» **Problem details**:
All lines from the opening of the data to the line containing "Read the map" must be returned unchanged, and only those lines.

» **Information given**:
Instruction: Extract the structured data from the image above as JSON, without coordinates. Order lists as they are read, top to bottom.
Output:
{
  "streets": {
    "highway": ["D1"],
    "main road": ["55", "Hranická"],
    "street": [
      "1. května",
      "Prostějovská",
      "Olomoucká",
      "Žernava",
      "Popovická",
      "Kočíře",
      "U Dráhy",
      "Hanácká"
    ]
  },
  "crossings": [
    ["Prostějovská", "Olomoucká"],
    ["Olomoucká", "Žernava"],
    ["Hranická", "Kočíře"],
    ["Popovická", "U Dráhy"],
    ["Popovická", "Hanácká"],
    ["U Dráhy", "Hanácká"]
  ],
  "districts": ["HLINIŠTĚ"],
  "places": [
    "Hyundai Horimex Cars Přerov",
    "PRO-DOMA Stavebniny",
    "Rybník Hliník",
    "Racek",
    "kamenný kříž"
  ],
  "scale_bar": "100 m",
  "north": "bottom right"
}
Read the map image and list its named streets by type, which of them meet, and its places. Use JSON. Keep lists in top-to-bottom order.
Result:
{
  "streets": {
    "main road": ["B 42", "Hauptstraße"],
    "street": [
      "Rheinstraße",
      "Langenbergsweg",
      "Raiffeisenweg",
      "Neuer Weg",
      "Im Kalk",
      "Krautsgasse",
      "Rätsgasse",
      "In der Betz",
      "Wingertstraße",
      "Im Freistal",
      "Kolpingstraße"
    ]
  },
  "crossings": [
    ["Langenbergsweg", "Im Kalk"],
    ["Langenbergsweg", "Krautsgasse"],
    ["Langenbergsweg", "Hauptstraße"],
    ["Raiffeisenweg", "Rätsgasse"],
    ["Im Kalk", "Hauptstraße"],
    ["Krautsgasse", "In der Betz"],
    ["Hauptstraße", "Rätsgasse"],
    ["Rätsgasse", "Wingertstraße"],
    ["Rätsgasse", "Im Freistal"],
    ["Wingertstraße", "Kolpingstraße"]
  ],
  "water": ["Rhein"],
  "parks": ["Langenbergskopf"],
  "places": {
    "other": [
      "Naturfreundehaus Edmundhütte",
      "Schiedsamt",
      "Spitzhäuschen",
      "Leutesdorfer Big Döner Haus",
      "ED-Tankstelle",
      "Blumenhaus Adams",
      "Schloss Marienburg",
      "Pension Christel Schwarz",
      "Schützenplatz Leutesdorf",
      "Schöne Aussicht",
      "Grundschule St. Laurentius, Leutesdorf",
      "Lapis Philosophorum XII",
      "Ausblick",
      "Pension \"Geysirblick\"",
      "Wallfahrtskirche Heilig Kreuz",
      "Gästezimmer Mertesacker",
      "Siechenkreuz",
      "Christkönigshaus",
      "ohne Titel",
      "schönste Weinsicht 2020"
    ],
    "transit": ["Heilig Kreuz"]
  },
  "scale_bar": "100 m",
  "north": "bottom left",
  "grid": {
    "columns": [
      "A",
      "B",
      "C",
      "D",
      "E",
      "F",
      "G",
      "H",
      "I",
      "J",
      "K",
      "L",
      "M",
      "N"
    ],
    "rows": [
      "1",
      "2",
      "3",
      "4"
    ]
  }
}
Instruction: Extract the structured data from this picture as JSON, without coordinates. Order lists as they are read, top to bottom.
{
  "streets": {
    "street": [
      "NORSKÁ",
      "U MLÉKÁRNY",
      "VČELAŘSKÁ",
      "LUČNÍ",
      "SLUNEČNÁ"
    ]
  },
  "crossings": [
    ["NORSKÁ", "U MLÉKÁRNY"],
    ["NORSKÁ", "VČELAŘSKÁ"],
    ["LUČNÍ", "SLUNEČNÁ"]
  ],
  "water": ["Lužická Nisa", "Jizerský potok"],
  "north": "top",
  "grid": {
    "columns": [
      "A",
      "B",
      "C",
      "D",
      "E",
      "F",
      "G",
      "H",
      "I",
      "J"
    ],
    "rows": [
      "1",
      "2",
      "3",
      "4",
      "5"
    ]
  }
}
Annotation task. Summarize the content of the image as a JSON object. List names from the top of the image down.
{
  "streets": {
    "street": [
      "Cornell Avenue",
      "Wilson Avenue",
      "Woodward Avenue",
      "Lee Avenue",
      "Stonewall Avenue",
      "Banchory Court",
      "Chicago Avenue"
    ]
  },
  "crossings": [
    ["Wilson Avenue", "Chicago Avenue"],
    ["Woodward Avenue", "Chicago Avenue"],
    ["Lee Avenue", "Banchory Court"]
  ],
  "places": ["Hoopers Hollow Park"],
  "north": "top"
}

» **Completed exercise**:
Instruction: Extract the structured data from the image above as JSON, without coordinates. Order lists as they are read, top to bottom.
Output:
{
  "streets": {
    "highway": ["D1"],
    "main road": ["55", "Hranická"],
    "street": [
      "1. května",
      "Prostějovská",
      "Olomoucká",
      "Žernava",
      "Popovická",
      "Kočíře",
      "U Dráhy",
      "Hanácká"
    ]
  },
  "crossings": [
    ["Prostějovská", "Olomoucká"],
    ["Olomoucká", "Žernava"],
    ["Hranická", "Kočíře"],
    ["Popovická", "U Dráhy"],
    ["Popovická", "Hanácká"],
    ["U Dráhy", "Hanácká"]
  ],
  "districts": ["HLINIŠTĚ"],
  "places": [
    "Hyundai Horimex Cars Přerov",
    "PRO-DOMA Stavebniny",
    "Rybník Hliník",
    "Racek",
    "kamenný kříž"
  ],
  "scale_bar": "100 m",
  "north": "bottom right"
}
Read the map image and list its named streets by type, which of them meet, and its places. Use JSON. Keep lists in top-to-bottom order.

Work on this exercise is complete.